November 20, 2013

How Particle Generation and Oil Oxidation are Like Thanksgiving
by Michael Holloway, CLS, OMA I
Business Development Manger

Before we talk Turkey, we have to set the table.  Often we can provide a visual to explain a concept.  Oil oxidation and equipment wear can be very costly. In order develop a corrective action we must first understand a root cause.  Contaminants are the leading source of system failure. While water is considered one of the most dangerous contaminants, particles can be just as bad.  Particles can come from many different sources and can bring about increased wear, viscosity changes and oil oxidation. The origin or particles include:

  • Implanted -  from manufacturing, handling, storage, equipment commissioning
  • Generated -  from wear debris, chemicals electrolysis (rust, corrosion), oxidation
  • Ingested – from breather issues, seal issues
  • Induced - from poor maintenance
  • Escaped - from filter

From these sources of particulate come fundamental types of wear that can produce particles from the following action:

  • Rubbing
  • Cutting
  • Rolling
  • Fatigue
  • Severe sliding
  • Combined Rolling and Sliding

Wear particles can occur in many different systems; any scenario where there is the potential for two surfaces to come in contact. Particles are typically the precursors to free radical development and oil oxidation (see earlier article on varnish development and testing). Particles from wear or external contamination offer an attractive surface for reactive compounds to migrate towards. The free radicals and reactive compounds that form when oil begins to breakdown have a charge.  This charge is attracted to metal surfaces. Microscopic (sub-micron up to 50-micron) contaminants such as wear metals, dirt, and debris always react faster than large chunks of solids. The small contaminants have a much greater total surface area than large chunks, so there will be many more chances for reactions to take place. In chemistry, it’s all about the opportunity for a reaction to occur. In order for a reaction to take place, molecules have to collide. There will be an increased number of successful collisions, so the reaction rate increases. Examining size and shape of particles, one could predict the opportunity for oil to oxidize. Only rubbing wear and early rolling fatigue mechanisms generate particles predominantly smaller than 15 microns.  These are particularly dangerous.

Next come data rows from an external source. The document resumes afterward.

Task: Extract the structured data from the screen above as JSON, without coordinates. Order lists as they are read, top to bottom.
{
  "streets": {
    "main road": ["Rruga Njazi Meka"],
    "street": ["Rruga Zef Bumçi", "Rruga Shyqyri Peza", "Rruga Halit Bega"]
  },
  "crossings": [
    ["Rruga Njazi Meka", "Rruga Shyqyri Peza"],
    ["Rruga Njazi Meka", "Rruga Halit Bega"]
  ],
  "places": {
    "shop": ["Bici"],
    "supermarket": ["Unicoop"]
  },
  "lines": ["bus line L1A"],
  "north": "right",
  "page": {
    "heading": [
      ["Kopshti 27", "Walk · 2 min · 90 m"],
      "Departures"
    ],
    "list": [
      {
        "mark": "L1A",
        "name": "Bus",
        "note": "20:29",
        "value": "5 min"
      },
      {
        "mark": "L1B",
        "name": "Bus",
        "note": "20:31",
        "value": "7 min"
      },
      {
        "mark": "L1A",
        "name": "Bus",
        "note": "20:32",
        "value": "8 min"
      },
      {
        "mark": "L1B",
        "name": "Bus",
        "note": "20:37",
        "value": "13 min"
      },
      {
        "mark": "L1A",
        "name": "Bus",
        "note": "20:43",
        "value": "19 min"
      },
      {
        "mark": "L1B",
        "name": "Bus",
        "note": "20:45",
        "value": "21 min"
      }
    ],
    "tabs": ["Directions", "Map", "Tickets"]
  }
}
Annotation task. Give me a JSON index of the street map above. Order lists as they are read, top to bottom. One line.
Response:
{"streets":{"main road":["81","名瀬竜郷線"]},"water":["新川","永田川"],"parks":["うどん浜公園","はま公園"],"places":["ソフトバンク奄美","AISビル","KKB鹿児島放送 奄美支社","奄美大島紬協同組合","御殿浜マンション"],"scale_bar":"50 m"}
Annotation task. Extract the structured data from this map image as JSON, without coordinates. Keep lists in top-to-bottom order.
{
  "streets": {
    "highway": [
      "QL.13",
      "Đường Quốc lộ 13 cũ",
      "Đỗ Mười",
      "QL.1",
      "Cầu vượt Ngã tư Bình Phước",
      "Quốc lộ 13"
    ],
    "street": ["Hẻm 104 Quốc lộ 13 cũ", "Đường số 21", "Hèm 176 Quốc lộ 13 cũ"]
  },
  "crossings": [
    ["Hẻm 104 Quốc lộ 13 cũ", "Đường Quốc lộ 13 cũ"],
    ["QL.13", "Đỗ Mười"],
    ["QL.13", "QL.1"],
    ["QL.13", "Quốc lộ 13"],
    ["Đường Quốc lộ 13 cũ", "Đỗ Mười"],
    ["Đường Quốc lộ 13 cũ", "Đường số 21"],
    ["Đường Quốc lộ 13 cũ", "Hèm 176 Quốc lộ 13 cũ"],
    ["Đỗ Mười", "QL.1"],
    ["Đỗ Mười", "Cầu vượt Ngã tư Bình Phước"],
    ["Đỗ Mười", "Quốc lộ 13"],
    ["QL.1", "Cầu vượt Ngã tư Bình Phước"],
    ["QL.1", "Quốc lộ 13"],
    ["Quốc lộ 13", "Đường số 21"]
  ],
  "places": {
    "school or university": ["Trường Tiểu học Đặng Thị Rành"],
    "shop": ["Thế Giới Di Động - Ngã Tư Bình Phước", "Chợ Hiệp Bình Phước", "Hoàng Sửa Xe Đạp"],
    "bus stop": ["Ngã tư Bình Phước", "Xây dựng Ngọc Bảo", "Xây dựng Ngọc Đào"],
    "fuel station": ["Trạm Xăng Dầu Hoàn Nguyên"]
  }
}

The chemical nature of the contaminant can influence the development of deposits.  The contaminant can be a metal ion or particle or organic or inorganic particle or even a fiber from corrugated cardboard.  Different particulates provide a different reaction mechanisms with some having lower activation energies allowing a greater proportion of all the molecules to collide.  Solid contaminants or even metal surfaces can provide a surface on which the reactant molecules can temporarily stick in the correct orientation for an easy reaction to take place.  While a metal surface can make for an attractive site, the surface area and reaction opportunity is orders of magnitude less than particles.


Metal surfaces and contaminants can facilitate the oil oxidation process.  When two different molecules bump into each other, they might react to make new chemicals. How fast a chemical reaction occurs depends upon how frequently the molecules collide.  Metal particulate, inorganic or organic contaminants make a chemical reaction go faster by increasing the chance of the molecules to collide.  They set up a meeting place of sorts.  Metallic compounds may also act to catalyze a reaction.  This is done by the metal compounds producing what are called ions.  These ions are changed and provide a kick-start for a reaction to take place.  Often it doesn’t take many of these ions to facilitate the formation of deposits.  Consider the fact that when an oil oxidizes what is happening is that the oil molecule is breaking up.  At the ends that break there is a reactive side.  This reactive side is looking to link up with another reactive side to make it ‘comfortable’. When a molecule has found its comfort zone it is said that all the electrons are satisfied.  The molecule is now in a place where further reactions are not required. 

Think of these reactions like a Thanksgiving meal.  A full plate with Turkey and all the trimmings is very satisfying yet often to get the meal started there is an appetizer.  The appetizer gets the stomach ready for the big event.  The mind becomes engaged as well in anticipation.  All this occurs during the first half of a football game!  Once the dinner is finished and a slice of pumpkin pie is washed down with a cup of coffee, you are satisfied to the point where a nap is in order.  The reaction is complete.  Consider the metal ions the appetizer or catalyst, and a particle the dinner table. This is where all the reactive stuff meets.  All the great food (like reactive oil molecules), work in symphony to produce a huge mass found sleeping on the sofa during the fourth quarter. If you want the reaction to occur even faster, turn up the heat in the living room. The warmer the environment, the quicker reactions occur.

So when Uncle Phil is sawing logs on the La-Z-Boy, he is really no different than the sludge found at the bottom of an oil pan.  But don’t tell him that.